What you are asked to do>
Transcribe the records verbatim, images excluded.

Dataset extract>
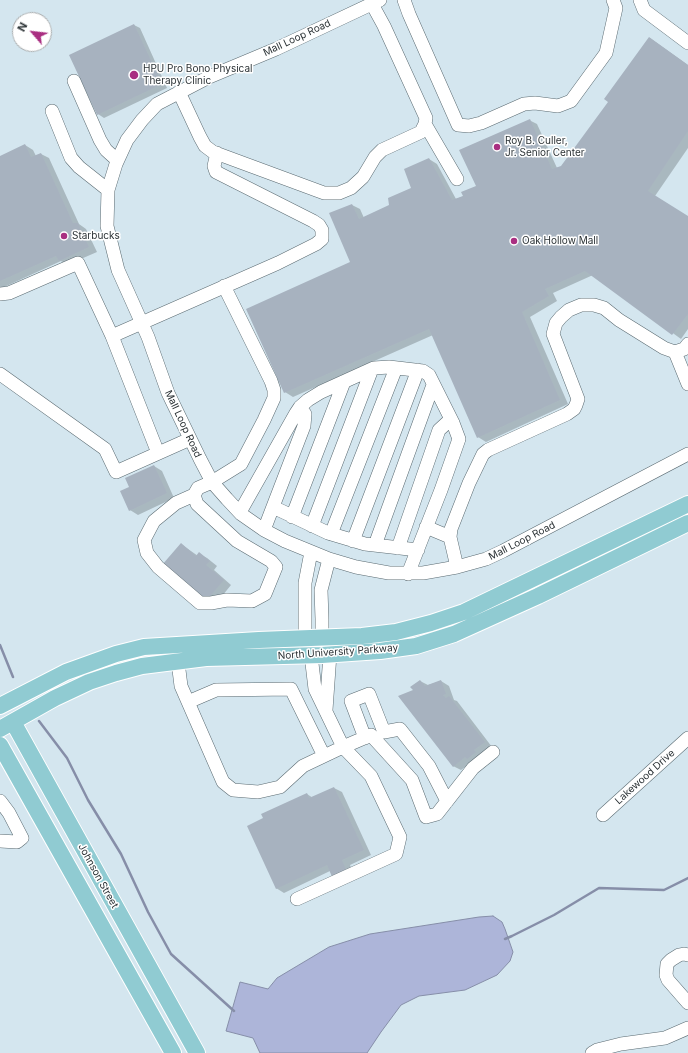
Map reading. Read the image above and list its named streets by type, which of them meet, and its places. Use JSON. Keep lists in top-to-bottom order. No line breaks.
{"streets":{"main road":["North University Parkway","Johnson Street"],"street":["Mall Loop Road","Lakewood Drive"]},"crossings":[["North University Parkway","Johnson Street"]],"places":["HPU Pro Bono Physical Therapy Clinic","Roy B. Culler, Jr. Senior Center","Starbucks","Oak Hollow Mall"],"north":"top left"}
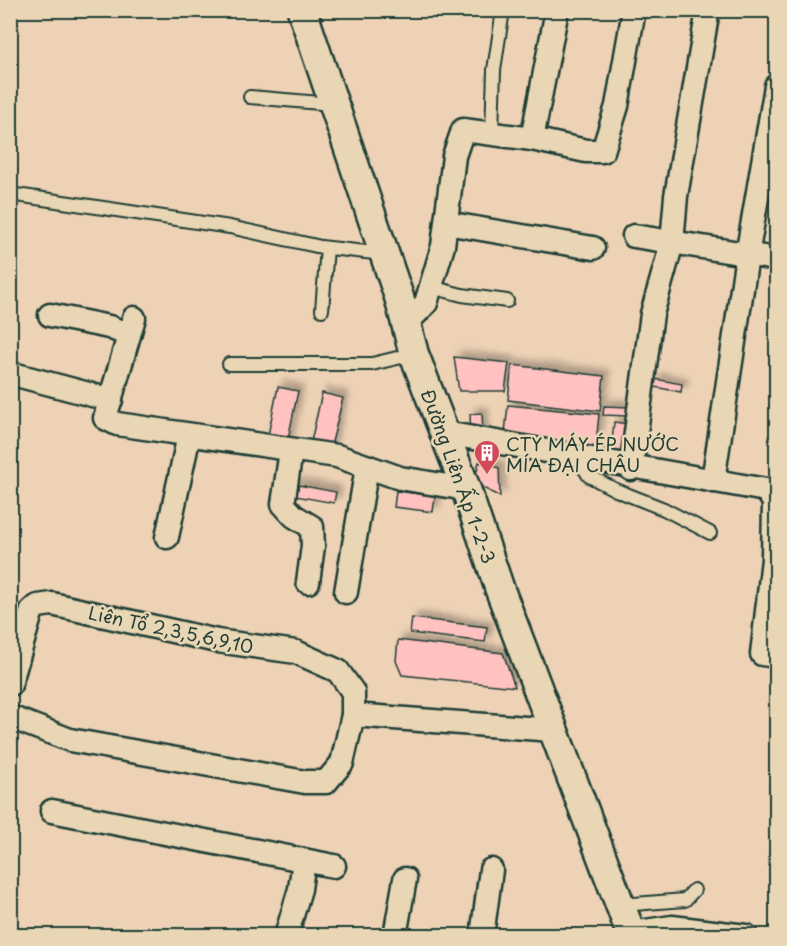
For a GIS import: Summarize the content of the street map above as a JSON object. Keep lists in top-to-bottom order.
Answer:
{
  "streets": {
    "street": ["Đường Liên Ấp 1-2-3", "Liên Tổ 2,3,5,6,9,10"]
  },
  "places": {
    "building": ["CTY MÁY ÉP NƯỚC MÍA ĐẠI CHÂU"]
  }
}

Output for this task>
Map reading. Read the image above and list its named streets by type, which of them meet, and its places. Use JSON. Keep lists in top-to-bottom order. No line breaks.
{"streets":{"main road":["North University Parkway","Johnson Street"],"street":["Mall Loop Road","Lakewood Drive"]},"crossings":[["North University Parkway","Johnson Street"]],"places":["HPU Pro Bono Physical Therapy Clinic","Roy B. Culler, Jr. Senior Center","Starbucks","Oak Hollow Mall"],"north":"top left"}
For a GIS import: Summarize the content of the street map above as a JSON object. Keep lists in top-to-bottom order.
Answer:
{
  "streets": {
    "street": ["Đường Liên Ấp 1-2-3", "Liên Tổ 2,3,5,6,9,10"]
  },
  "places": {
    "building": ["CTY MÁY ÉP NƯỚC MÍA ĐẠI CHÂU"]
  }
}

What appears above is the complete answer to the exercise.